Select all lines in the records that include "compass".

Start of Data

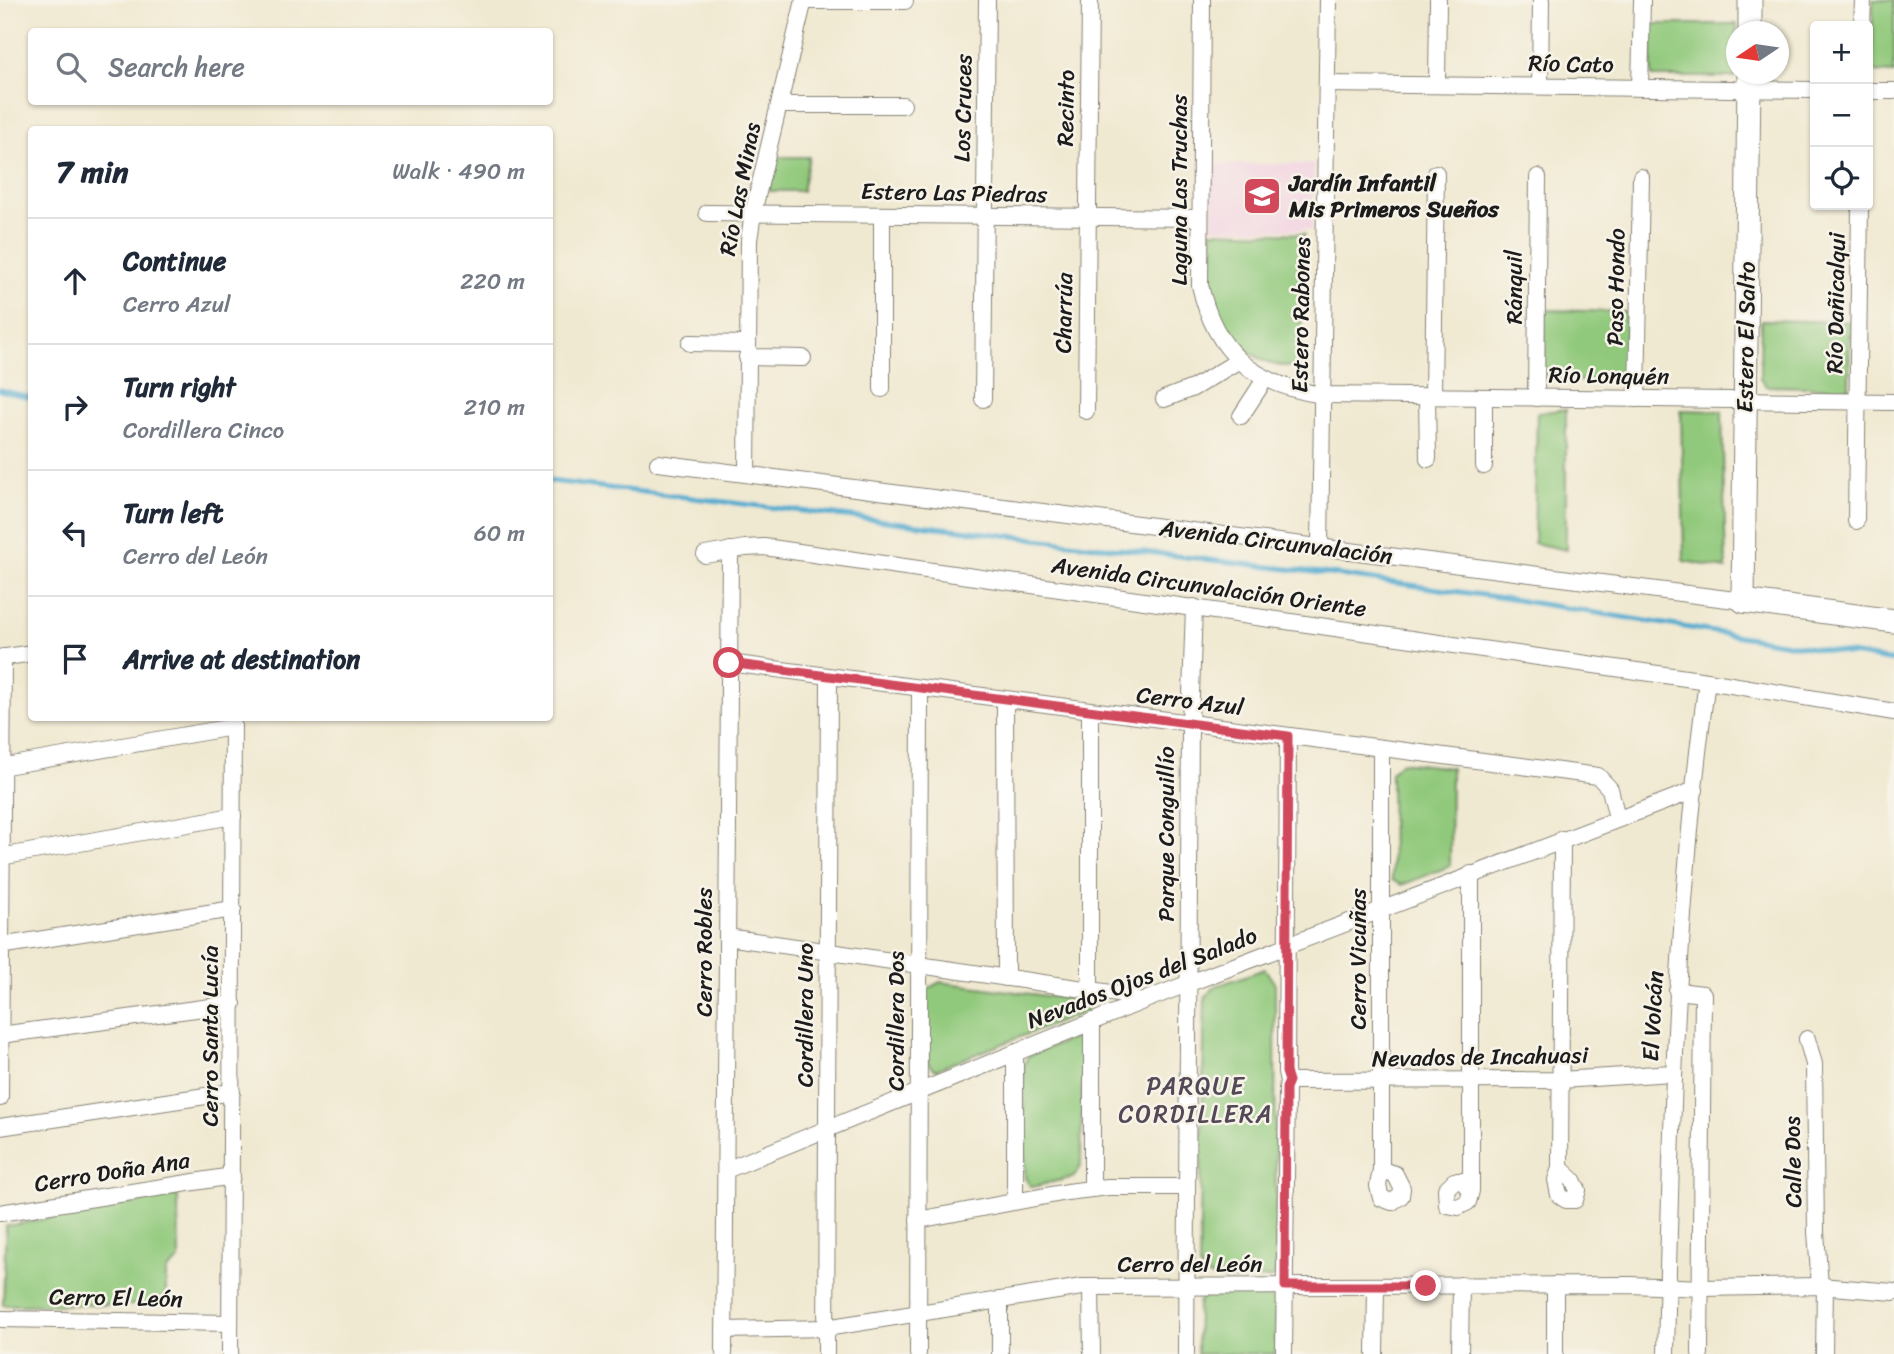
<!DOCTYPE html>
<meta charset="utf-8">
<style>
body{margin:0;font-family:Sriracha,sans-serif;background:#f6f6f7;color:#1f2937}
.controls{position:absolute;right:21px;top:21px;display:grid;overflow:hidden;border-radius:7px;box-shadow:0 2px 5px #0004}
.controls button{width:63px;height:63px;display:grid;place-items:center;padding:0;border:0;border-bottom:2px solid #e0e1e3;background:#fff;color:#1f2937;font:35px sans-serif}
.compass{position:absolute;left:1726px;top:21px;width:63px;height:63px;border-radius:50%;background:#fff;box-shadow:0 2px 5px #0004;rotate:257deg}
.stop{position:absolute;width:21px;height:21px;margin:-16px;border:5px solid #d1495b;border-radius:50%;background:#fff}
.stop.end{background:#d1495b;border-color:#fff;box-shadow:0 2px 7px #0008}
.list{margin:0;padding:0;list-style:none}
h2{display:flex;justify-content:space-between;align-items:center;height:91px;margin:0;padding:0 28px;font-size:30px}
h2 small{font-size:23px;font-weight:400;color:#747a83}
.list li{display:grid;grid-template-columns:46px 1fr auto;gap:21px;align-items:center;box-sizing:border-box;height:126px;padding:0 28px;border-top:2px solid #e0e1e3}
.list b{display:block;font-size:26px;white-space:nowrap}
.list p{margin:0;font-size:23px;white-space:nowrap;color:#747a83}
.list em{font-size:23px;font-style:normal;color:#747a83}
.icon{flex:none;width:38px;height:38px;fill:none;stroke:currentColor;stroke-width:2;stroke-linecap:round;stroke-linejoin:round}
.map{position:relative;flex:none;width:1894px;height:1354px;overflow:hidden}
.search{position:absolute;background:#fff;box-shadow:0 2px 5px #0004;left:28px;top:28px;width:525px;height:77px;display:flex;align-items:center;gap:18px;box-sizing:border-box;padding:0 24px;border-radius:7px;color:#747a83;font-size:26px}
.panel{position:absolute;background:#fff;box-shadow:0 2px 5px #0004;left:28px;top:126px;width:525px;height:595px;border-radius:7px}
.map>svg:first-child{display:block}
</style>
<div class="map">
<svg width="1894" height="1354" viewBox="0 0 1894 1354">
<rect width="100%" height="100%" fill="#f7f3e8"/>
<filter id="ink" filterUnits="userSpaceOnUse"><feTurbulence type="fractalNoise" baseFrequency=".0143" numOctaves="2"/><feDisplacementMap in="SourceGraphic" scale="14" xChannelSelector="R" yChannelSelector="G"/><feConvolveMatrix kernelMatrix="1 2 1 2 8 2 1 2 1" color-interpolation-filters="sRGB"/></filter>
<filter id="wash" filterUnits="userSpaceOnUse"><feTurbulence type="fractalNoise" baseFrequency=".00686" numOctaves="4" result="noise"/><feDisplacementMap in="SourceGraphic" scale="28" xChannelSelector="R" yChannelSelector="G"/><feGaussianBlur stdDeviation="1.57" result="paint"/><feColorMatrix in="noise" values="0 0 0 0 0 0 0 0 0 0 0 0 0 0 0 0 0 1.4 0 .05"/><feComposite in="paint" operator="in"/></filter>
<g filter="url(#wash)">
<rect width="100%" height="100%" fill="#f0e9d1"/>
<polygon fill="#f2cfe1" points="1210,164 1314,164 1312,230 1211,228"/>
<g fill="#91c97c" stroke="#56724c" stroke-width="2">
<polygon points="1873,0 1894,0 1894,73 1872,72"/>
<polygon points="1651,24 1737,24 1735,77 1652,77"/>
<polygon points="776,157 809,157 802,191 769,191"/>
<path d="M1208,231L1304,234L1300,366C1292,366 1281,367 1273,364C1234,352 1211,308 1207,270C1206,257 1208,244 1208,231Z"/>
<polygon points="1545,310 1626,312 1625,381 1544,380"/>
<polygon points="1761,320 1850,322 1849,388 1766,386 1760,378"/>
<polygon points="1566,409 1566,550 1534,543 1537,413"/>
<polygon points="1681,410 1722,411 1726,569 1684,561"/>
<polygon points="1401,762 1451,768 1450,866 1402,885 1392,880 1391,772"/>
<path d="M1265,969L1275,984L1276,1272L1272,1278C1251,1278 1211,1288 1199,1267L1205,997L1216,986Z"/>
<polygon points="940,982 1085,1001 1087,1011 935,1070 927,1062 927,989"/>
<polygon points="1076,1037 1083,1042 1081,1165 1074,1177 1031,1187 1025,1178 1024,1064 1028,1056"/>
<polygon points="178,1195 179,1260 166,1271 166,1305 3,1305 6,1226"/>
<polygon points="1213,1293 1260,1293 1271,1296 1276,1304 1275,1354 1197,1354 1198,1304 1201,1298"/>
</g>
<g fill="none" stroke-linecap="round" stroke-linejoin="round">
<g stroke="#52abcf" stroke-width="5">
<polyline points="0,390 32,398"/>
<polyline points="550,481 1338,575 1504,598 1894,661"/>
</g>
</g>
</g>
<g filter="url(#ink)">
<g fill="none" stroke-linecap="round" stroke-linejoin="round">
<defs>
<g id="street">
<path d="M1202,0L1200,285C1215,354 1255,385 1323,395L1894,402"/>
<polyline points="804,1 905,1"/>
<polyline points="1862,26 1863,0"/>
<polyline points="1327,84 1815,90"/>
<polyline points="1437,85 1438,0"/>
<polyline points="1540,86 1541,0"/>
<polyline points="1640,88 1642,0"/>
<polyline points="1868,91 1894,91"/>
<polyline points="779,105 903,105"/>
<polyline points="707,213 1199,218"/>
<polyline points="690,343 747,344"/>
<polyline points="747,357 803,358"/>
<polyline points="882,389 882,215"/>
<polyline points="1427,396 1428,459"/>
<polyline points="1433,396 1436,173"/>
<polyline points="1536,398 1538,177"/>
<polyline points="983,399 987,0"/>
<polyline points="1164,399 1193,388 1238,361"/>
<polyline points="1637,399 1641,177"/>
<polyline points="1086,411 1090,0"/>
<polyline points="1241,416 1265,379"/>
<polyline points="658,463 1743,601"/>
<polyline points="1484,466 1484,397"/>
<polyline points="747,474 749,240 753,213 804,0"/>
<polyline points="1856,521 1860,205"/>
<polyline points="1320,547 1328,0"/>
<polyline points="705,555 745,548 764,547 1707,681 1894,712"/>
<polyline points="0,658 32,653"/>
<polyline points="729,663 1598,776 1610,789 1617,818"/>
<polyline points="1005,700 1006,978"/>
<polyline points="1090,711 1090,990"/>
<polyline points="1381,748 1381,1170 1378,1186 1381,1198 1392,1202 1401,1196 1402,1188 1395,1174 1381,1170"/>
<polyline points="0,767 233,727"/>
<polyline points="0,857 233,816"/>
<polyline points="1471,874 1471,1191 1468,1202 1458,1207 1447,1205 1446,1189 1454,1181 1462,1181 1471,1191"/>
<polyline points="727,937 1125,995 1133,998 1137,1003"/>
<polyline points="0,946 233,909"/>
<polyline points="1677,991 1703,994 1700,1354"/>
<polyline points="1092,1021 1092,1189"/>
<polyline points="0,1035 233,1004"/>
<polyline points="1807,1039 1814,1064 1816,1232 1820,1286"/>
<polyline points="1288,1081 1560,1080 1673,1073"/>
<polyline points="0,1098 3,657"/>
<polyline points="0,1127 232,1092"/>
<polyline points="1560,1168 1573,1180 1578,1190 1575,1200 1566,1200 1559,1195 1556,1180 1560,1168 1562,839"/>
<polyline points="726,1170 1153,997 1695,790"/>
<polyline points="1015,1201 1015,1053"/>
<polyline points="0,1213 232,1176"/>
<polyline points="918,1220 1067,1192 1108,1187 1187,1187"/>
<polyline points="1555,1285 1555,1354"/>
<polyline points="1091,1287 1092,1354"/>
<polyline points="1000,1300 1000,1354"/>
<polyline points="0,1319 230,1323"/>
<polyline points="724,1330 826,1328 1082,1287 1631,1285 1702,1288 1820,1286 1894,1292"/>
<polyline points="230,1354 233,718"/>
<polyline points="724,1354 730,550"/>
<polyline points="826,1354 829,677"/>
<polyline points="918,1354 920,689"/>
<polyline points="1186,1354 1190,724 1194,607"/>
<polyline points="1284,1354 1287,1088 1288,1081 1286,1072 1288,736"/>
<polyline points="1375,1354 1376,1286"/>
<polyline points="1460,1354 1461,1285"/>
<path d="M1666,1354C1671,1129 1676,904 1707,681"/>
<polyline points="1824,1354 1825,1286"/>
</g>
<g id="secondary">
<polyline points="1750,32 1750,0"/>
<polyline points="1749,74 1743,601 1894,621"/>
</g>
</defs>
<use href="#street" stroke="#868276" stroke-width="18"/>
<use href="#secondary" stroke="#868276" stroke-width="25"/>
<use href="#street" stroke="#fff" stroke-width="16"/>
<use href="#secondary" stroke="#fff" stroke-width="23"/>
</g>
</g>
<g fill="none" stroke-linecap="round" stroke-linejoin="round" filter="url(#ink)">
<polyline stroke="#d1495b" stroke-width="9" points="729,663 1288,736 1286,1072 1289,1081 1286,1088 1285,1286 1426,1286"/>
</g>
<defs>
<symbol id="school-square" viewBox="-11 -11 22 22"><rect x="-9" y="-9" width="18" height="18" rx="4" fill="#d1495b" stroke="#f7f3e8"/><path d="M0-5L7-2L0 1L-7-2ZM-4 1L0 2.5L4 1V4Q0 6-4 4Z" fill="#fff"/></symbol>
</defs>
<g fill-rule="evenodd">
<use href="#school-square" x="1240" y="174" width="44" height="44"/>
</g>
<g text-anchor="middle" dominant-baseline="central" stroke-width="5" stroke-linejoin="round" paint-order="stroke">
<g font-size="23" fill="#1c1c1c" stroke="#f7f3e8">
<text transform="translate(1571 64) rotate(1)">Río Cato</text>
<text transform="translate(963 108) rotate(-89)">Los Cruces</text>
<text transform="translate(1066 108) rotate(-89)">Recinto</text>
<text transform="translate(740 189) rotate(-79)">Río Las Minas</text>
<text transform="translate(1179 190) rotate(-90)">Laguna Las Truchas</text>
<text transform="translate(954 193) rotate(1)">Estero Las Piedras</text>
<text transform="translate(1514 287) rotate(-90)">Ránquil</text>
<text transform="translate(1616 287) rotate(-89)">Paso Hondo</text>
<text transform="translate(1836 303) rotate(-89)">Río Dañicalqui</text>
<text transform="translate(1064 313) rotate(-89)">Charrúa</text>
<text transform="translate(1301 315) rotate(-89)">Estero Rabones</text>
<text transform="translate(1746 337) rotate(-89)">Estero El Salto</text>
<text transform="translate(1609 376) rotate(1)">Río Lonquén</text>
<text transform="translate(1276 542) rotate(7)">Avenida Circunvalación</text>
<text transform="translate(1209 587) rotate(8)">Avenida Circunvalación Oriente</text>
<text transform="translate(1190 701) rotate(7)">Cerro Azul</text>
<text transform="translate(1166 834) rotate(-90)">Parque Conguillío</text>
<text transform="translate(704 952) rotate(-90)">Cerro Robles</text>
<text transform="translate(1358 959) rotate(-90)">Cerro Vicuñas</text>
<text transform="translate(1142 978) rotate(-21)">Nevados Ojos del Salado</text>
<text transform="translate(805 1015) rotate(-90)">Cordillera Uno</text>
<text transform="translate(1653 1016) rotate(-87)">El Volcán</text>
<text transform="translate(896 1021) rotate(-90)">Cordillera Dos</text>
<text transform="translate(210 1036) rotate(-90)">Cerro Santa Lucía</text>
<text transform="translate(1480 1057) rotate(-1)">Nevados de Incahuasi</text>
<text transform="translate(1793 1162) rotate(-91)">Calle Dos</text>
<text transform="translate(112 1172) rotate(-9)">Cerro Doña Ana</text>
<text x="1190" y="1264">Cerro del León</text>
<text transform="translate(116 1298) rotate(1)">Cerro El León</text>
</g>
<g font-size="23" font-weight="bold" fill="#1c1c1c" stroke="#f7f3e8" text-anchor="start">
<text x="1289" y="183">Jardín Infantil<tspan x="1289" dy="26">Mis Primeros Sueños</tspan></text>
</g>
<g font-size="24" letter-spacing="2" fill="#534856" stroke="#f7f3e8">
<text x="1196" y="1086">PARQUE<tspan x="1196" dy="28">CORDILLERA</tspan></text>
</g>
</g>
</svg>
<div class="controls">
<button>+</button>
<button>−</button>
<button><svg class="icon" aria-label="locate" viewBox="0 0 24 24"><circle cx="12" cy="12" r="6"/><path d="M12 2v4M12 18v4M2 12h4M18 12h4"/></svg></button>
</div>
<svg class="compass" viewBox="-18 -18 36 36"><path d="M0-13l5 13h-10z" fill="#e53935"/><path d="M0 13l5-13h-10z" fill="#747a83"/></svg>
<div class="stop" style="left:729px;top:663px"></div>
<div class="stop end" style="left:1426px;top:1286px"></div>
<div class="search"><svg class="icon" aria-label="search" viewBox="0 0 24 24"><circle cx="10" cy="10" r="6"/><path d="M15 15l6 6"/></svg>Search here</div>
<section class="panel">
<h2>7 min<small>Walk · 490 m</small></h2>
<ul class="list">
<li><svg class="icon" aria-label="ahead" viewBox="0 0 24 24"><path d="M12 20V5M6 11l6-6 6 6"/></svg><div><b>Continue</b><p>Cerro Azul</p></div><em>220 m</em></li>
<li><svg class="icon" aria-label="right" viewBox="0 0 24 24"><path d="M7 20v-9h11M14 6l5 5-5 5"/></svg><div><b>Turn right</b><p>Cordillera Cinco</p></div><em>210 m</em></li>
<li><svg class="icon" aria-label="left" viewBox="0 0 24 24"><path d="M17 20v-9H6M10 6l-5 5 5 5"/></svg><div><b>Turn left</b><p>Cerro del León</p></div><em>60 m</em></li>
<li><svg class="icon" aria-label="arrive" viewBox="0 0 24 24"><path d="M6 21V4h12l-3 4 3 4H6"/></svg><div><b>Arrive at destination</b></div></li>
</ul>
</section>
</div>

End of Data

**Expected answer:**
.compass{position:absolute;left:1726px;top:21px;width:63px;height:63px;border-radius:50%;background:#fff;box-shadow:0 2px 5px #0004;rotate:257deg}
<svg class="compass" viewBox="-18 -18 36 36"><path d="M0-13l5 13h-10z" fill="#e53935"/><path d="M0 13l5-13h-10z" fill="#747a83"/></svg>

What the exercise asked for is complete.